• WORK INSTRUCTION: Find how many lines in the entries below carry the word "body" and answer with only that figure.

• SOURCE DATA:
------------------------------

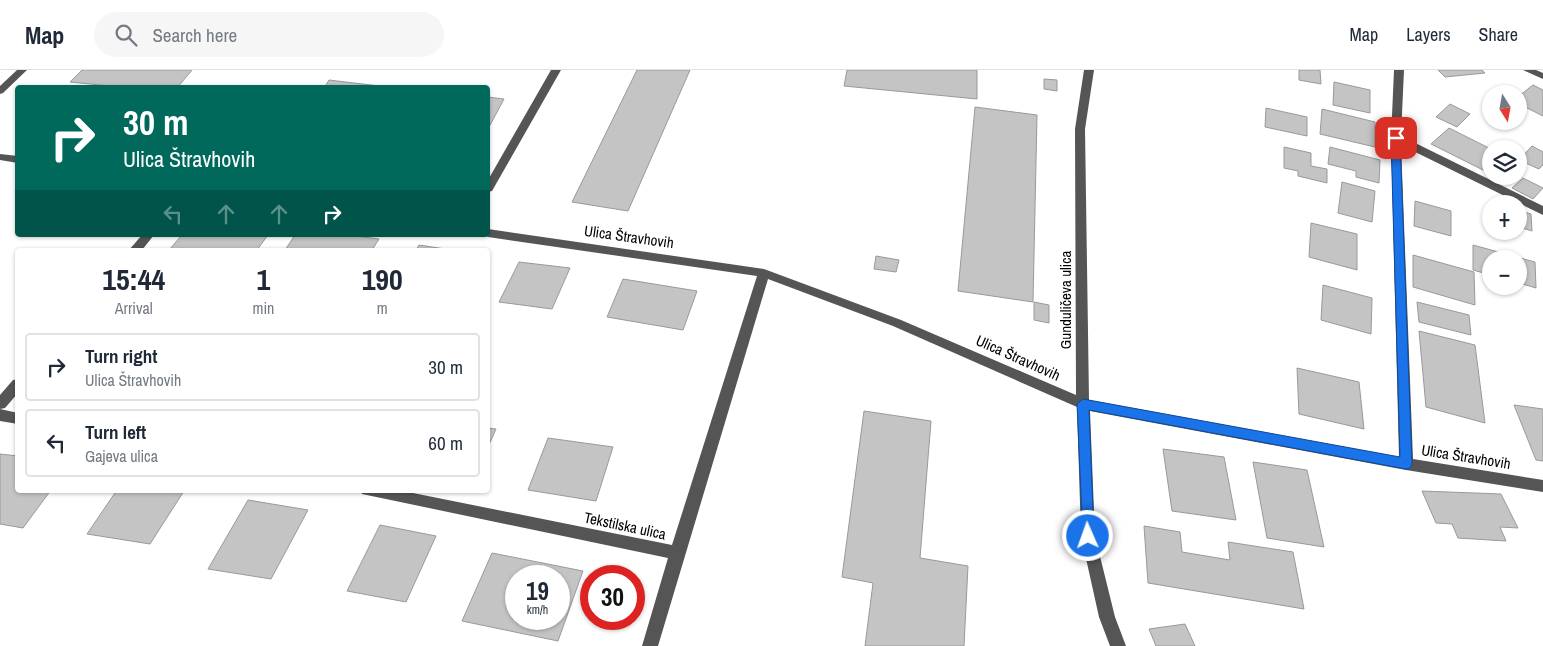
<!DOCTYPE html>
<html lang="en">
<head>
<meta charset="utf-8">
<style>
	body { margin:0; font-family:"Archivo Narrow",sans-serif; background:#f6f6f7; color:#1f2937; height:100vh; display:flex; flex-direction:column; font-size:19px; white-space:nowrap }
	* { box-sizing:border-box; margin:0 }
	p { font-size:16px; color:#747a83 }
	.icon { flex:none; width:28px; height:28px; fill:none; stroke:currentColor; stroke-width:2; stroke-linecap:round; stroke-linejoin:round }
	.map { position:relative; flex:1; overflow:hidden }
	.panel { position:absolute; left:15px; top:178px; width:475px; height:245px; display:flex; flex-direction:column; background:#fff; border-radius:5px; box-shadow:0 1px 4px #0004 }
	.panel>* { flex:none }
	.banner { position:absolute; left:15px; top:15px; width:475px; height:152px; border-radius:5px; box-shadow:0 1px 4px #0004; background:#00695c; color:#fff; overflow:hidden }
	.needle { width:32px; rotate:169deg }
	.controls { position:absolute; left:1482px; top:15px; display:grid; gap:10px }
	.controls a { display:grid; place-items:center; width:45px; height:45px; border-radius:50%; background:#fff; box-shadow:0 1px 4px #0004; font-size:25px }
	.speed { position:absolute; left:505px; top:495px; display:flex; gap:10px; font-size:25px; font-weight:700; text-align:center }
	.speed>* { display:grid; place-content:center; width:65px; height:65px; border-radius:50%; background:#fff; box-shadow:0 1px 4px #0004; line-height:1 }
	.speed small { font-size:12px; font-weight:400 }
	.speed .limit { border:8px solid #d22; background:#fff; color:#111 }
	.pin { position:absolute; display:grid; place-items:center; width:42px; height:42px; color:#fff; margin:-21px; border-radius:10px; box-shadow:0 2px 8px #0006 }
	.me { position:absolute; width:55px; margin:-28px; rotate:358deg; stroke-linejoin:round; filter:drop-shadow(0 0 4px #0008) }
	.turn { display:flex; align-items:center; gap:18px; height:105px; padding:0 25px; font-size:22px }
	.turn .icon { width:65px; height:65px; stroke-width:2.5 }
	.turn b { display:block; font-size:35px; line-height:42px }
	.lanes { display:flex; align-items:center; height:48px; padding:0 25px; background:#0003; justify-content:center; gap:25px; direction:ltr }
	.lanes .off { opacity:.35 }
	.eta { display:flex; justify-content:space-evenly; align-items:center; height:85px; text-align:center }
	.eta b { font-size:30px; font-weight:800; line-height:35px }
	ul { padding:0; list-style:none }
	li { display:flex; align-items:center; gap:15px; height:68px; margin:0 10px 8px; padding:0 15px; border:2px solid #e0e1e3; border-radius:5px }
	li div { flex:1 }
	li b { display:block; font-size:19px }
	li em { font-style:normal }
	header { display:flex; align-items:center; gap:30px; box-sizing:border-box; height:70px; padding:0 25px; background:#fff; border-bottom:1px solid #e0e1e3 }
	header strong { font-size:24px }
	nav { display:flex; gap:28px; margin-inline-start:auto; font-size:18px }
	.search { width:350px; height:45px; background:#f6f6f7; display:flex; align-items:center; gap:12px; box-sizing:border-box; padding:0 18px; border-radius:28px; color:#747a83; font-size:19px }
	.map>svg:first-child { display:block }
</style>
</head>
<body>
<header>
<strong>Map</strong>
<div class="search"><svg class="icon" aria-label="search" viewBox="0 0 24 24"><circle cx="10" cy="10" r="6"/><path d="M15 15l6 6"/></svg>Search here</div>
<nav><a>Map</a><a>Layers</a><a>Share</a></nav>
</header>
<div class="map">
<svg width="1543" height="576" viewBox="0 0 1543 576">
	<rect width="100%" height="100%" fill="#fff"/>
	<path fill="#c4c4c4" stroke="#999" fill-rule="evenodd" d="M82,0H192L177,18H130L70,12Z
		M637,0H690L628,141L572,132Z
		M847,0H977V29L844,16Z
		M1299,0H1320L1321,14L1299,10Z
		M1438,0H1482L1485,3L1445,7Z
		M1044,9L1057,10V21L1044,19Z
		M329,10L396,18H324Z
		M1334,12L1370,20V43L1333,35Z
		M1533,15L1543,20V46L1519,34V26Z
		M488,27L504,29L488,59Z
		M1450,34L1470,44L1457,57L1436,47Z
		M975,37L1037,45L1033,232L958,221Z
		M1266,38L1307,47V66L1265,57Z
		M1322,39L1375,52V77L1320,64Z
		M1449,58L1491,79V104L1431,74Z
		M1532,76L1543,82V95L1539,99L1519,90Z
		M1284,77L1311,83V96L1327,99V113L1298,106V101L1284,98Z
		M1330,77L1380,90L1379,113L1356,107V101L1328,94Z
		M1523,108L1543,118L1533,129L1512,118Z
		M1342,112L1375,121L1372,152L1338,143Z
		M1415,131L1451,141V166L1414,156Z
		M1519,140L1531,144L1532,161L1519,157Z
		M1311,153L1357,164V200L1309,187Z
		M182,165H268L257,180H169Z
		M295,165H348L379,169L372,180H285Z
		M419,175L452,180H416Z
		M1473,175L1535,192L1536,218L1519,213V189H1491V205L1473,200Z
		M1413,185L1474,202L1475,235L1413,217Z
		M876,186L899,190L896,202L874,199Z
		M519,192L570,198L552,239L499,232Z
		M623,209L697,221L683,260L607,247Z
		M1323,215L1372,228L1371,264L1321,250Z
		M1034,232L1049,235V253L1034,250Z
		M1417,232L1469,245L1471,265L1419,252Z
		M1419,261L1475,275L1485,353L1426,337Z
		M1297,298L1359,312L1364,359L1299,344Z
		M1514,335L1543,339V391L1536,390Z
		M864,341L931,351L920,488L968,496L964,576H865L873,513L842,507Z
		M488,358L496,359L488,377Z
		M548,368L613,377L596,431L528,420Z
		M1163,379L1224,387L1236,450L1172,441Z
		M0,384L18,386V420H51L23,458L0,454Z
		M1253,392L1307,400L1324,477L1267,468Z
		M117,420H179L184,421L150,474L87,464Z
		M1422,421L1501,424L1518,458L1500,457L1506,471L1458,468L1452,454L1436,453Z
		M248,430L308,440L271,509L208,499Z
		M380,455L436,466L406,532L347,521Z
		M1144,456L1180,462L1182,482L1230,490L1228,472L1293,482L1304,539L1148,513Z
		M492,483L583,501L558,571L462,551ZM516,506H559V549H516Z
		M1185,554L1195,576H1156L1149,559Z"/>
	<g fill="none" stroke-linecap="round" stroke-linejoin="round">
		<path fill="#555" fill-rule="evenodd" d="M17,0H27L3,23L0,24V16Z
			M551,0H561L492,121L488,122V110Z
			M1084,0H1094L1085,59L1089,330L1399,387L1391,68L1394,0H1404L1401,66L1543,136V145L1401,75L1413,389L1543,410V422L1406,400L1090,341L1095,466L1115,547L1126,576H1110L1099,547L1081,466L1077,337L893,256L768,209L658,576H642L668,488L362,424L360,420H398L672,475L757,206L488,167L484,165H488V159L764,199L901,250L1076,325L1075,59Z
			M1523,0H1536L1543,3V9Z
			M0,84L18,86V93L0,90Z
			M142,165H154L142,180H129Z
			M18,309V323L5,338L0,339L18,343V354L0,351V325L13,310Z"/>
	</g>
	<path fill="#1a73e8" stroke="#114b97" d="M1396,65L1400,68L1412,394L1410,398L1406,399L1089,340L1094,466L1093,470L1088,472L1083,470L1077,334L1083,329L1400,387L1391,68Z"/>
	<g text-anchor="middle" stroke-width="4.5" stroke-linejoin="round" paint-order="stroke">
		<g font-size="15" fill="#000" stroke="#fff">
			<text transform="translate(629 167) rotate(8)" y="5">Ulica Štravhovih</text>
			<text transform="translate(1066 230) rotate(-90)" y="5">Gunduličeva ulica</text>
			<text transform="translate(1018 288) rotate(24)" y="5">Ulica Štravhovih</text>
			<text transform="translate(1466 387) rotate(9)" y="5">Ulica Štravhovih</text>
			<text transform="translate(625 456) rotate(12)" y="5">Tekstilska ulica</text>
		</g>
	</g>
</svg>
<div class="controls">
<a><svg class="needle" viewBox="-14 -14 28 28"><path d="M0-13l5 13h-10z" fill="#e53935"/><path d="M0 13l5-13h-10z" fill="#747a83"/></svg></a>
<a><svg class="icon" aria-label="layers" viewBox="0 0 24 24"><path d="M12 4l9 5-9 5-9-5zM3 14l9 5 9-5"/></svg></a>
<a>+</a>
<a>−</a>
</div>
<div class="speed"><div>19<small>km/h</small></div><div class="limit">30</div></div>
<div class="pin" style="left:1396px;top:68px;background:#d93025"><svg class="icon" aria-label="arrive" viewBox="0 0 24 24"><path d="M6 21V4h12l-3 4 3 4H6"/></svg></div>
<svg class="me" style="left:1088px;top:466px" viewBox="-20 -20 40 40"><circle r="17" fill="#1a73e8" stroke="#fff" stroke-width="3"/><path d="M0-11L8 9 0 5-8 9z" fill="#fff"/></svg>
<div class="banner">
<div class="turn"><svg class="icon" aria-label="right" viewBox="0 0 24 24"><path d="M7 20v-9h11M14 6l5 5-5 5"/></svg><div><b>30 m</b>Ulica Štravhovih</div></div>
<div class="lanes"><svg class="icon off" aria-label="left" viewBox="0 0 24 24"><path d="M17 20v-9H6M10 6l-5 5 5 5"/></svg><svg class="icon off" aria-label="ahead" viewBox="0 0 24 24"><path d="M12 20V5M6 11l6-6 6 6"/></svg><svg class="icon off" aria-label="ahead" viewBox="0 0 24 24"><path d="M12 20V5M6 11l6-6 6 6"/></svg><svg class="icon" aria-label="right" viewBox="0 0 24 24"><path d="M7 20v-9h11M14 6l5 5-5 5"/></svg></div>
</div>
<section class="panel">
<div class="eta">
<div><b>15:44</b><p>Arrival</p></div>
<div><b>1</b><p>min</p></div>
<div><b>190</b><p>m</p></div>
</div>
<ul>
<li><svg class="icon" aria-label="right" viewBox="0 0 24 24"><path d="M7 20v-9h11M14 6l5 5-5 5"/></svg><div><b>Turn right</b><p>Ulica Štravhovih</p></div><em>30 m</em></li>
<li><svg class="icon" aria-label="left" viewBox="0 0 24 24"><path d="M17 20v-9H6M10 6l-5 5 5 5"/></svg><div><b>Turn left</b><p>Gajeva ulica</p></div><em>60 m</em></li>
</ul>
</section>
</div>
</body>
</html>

------------------------------

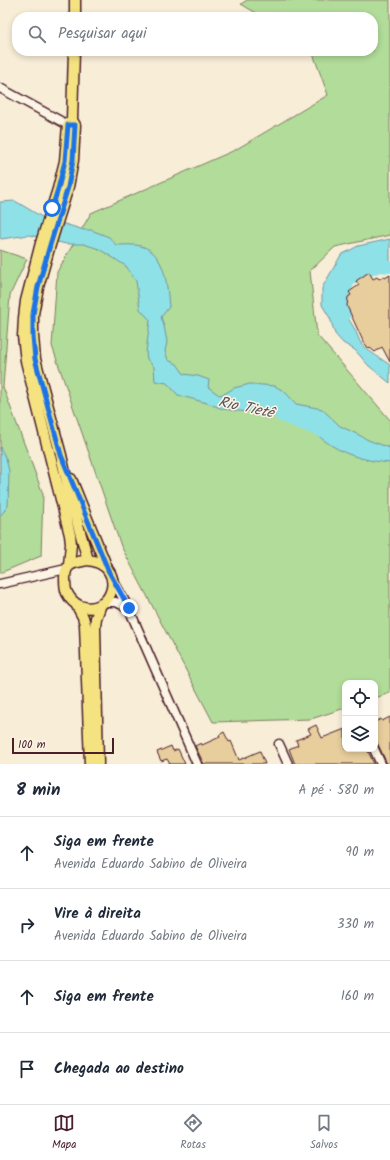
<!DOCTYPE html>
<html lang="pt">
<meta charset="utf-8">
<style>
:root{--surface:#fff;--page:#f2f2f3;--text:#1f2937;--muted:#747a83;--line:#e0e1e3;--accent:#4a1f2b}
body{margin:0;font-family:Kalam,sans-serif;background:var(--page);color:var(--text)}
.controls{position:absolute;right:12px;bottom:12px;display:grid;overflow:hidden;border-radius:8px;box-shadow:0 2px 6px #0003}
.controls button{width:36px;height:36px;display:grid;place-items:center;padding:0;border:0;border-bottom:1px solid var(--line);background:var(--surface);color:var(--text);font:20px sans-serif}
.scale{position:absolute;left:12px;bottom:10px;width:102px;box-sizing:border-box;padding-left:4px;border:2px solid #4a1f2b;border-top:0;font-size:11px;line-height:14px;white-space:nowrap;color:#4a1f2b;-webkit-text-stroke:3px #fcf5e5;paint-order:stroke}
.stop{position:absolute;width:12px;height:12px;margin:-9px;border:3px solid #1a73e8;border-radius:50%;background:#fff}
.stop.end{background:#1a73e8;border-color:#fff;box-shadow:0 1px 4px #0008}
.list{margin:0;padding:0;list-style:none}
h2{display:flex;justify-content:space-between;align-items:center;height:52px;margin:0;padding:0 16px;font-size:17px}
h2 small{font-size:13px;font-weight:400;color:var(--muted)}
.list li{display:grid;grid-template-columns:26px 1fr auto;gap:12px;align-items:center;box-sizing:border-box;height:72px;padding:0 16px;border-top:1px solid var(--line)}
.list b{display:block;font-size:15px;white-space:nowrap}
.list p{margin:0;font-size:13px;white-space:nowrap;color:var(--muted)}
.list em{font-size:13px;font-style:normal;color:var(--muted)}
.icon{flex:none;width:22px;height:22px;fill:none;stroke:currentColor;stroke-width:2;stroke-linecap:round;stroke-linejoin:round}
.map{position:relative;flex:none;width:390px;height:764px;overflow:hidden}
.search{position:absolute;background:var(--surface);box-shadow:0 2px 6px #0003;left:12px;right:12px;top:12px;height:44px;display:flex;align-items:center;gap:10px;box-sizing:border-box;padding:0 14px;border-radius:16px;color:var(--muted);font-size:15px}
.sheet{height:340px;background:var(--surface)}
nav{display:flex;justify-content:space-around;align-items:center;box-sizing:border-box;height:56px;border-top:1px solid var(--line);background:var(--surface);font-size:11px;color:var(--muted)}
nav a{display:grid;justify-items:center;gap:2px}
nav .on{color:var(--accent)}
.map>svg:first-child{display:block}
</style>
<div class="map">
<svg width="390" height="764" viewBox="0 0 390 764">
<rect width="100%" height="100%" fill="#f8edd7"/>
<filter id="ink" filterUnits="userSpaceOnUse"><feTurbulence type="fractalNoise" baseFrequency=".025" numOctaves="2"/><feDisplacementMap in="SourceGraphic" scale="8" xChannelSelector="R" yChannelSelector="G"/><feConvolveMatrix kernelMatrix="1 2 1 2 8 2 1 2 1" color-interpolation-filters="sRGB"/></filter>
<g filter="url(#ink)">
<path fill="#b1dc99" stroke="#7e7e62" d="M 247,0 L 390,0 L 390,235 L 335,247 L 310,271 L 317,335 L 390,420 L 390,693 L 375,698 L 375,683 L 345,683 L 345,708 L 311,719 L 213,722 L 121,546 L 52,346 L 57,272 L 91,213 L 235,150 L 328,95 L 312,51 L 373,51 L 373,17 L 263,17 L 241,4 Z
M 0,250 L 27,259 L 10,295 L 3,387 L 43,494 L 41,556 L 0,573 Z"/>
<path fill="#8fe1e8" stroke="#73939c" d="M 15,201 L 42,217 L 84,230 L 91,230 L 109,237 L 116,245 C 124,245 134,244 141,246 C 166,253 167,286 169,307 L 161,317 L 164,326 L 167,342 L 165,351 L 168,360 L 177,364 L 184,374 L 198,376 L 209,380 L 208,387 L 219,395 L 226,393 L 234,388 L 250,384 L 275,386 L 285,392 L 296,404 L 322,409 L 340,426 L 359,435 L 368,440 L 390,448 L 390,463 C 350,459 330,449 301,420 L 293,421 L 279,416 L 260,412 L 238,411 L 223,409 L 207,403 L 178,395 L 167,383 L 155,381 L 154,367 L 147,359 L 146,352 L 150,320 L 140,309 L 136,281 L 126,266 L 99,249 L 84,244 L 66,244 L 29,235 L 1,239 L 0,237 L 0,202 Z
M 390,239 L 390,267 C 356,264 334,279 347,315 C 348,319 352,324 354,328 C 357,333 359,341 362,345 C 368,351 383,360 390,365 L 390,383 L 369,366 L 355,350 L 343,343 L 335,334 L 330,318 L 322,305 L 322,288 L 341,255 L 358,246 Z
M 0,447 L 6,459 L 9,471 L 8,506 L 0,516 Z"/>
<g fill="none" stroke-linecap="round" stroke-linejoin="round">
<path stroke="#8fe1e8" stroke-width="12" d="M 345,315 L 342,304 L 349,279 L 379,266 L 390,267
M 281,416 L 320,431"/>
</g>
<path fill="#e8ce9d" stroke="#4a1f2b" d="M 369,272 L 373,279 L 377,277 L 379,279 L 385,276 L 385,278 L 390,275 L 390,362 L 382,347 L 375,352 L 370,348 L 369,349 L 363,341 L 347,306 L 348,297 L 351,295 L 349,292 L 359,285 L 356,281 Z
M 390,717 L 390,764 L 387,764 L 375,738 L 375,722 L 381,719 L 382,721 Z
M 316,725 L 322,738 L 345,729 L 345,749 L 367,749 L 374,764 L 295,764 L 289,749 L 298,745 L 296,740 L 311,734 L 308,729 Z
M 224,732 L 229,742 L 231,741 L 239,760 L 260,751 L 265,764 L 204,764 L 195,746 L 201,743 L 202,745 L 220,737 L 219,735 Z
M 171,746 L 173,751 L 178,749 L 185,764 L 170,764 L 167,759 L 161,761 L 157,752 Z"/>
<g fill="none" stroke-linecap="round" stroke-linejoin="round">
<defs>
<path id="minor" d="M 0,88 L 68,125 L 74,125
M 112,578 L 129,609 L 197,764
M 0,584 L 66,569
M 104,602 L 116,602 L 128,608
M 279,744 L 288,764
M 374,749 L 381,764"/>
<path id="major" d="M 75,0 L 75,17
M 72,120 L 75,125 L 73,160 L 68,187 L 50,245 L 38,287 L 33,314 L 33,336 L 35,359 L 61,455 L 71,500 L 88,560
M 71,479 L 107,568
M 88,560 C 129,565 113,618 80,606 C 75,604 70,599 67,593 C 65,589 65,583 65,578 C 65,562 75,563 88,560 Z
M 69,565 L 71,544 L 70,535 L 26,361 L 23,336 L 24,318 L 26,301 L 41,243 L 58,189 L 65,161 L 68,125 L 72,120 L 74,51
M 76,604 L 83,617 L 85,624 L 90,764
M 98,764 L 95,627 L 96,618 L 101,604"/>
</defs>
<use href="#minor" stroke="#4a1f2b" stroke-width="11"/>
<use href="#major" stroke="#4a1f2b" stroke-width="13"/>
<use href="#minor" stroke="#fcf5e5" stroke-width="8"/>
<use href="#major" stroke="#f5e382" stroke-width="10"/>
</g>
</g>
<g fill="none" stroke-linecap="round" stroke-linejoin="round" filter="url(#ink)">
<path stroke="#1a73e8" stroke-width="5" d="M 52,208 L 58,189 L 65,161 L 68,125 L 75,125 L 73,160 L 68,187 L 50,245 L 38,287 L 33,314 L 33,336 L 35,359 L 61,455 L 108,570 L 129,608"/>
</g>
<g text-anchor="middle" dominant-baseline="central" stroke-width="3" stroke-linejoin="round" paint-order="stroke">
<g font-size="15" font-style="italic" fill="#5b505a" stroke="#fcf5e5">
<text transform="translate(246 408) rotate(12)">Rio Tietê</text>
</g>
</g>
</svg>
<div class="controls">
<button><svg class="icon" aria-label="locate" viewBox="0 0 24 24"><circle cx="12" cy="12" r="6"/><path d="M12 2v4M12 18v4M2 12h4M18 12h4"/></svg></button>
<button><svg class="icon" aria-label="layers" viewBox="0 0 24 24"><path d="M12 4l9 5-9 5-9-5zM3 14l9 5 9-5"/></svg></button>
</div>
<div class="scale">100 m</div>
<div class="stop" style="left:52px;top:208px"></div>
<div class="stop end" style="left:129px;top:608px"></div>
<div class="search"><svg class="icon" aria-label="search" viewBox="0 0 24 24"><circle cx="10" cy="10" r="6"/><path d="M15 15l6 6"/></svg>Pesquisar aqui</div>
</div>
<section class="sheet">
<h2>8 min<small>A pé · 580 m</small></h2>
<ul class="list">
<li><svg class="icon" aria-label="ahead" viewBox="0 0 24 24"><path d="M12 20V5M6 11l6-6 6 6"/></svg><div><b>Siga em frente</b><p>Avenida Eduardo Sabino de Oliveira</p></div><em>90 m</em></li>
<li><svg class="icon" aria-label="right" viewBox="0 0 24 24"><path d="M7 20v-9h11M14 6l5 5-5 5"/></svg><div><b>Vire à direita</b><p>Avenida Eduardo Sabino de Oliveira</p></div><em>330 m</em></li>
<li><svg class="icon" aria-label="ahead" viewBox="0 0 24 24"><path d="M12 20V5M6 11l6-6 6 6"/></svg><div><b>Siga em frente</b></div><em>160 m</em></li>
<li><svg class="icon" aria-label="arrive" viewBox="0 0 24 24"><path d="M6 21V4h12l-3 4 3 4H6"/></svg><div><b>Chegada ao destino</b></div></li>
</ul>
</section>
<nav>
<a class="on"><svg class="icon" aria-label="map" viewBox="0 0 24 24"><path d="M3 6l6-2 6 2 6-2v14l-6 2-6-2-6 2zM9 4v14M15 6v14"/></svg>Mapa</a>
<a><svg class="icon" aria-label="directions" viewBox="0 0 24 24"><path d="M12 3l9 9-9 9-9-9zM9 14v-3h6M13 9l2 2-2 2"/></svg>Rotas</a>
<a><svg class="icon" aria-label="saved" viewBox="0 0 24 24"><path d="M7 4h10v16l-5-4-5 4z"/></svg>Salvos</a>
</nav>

------------------------------

• SOLUTION FOR THIS PROBLEM: 4